Brands You Can Take to the Bank!

Last week, I drove by some sign for Citizen’s Bank. It registered in my obsessive brand-consciousness that this was a particularly weak logo – what do a bunch of arrows pointing to one another have to do with anything? Then, going on their website, I noted that the tagline is, at least, consistent with the logo – weak and meaningless. The name of the bank isn’t bad, but someone please invest some money in a better identity campaign!

That got me thinking of another bank that recently went through a merger and re-branding. Just what is a Wachovia, anyway? And what is the logo trying to portray? Shouldn’t a name and logo have a certain self-evident meaning to it? If someone has to ask how to pronounce something, or query as to the meaning of a logo, then the game is over before it starts.

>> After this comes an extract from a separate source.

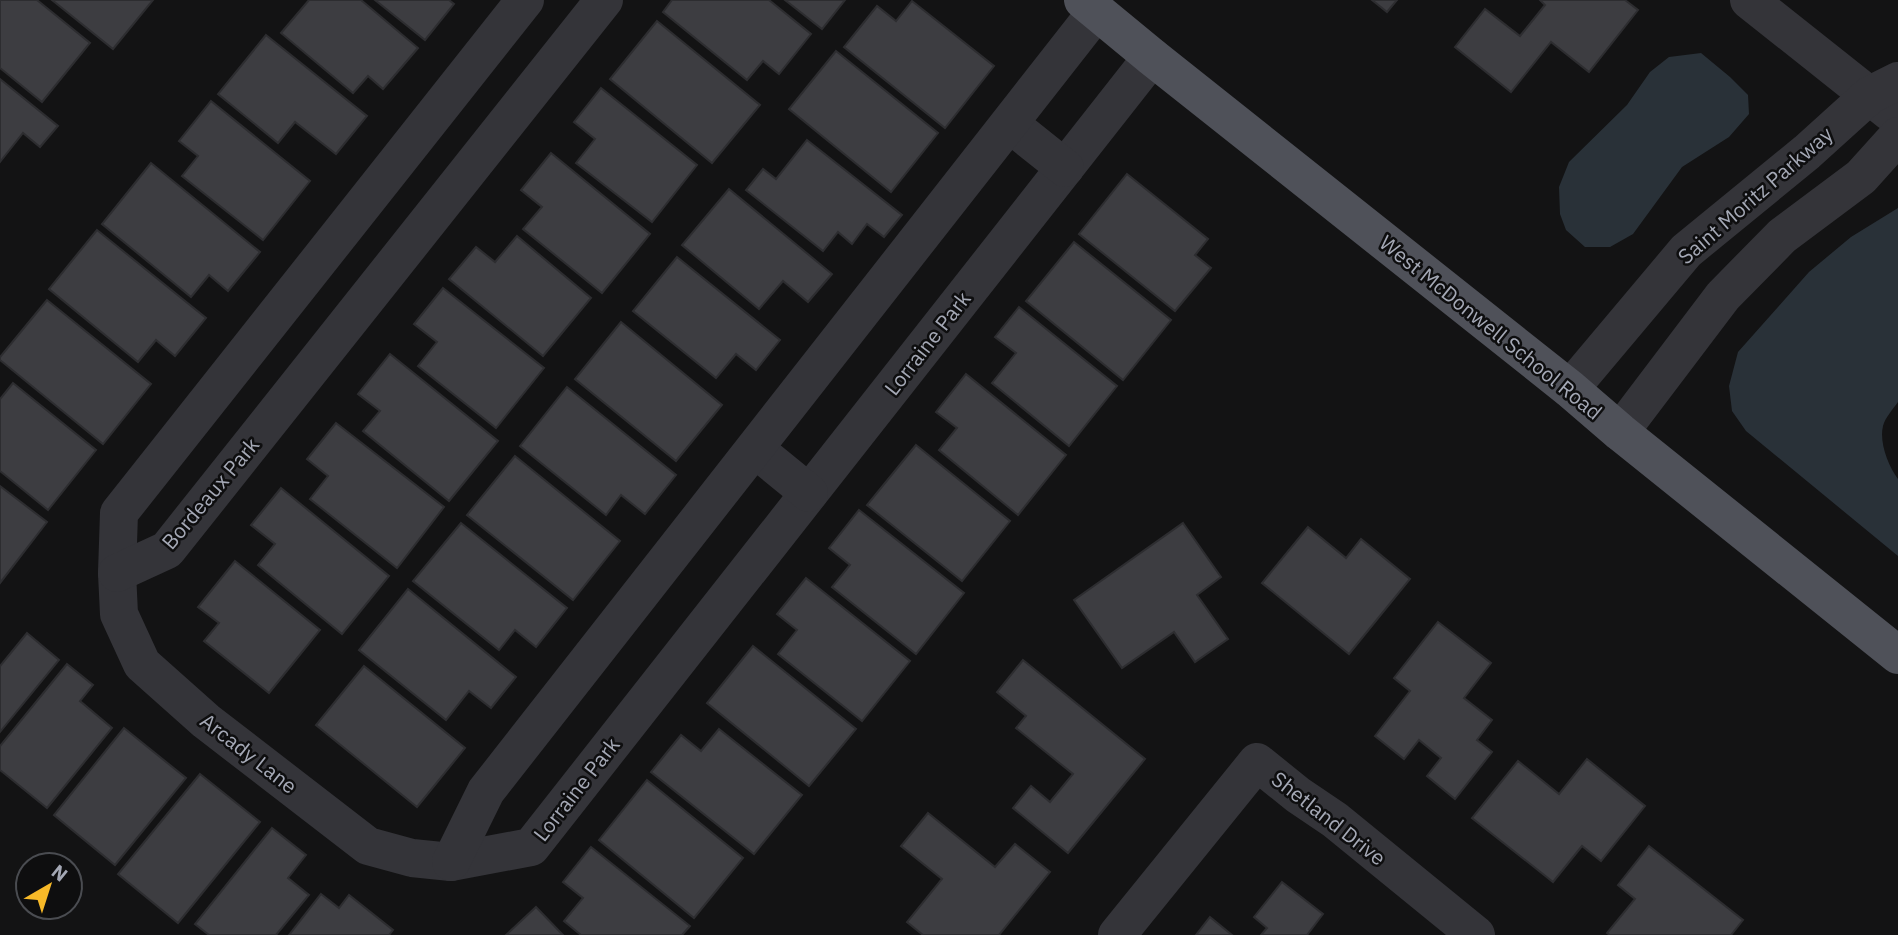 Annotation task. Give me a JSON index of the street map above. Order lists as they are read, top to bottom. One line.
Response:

I happen to bank at Bank of America – only because the branch where we started banking long ago has gone through however many mergers, and BofA is the last acquirer of record! BofA’s logo is strong, although their prior campaign slogan (Higher Standards) had no particular emotional content. However, the new BofA campaign (Bank of Opportunity) directly speaks to people’s aspirations, and their new ads are quite effective.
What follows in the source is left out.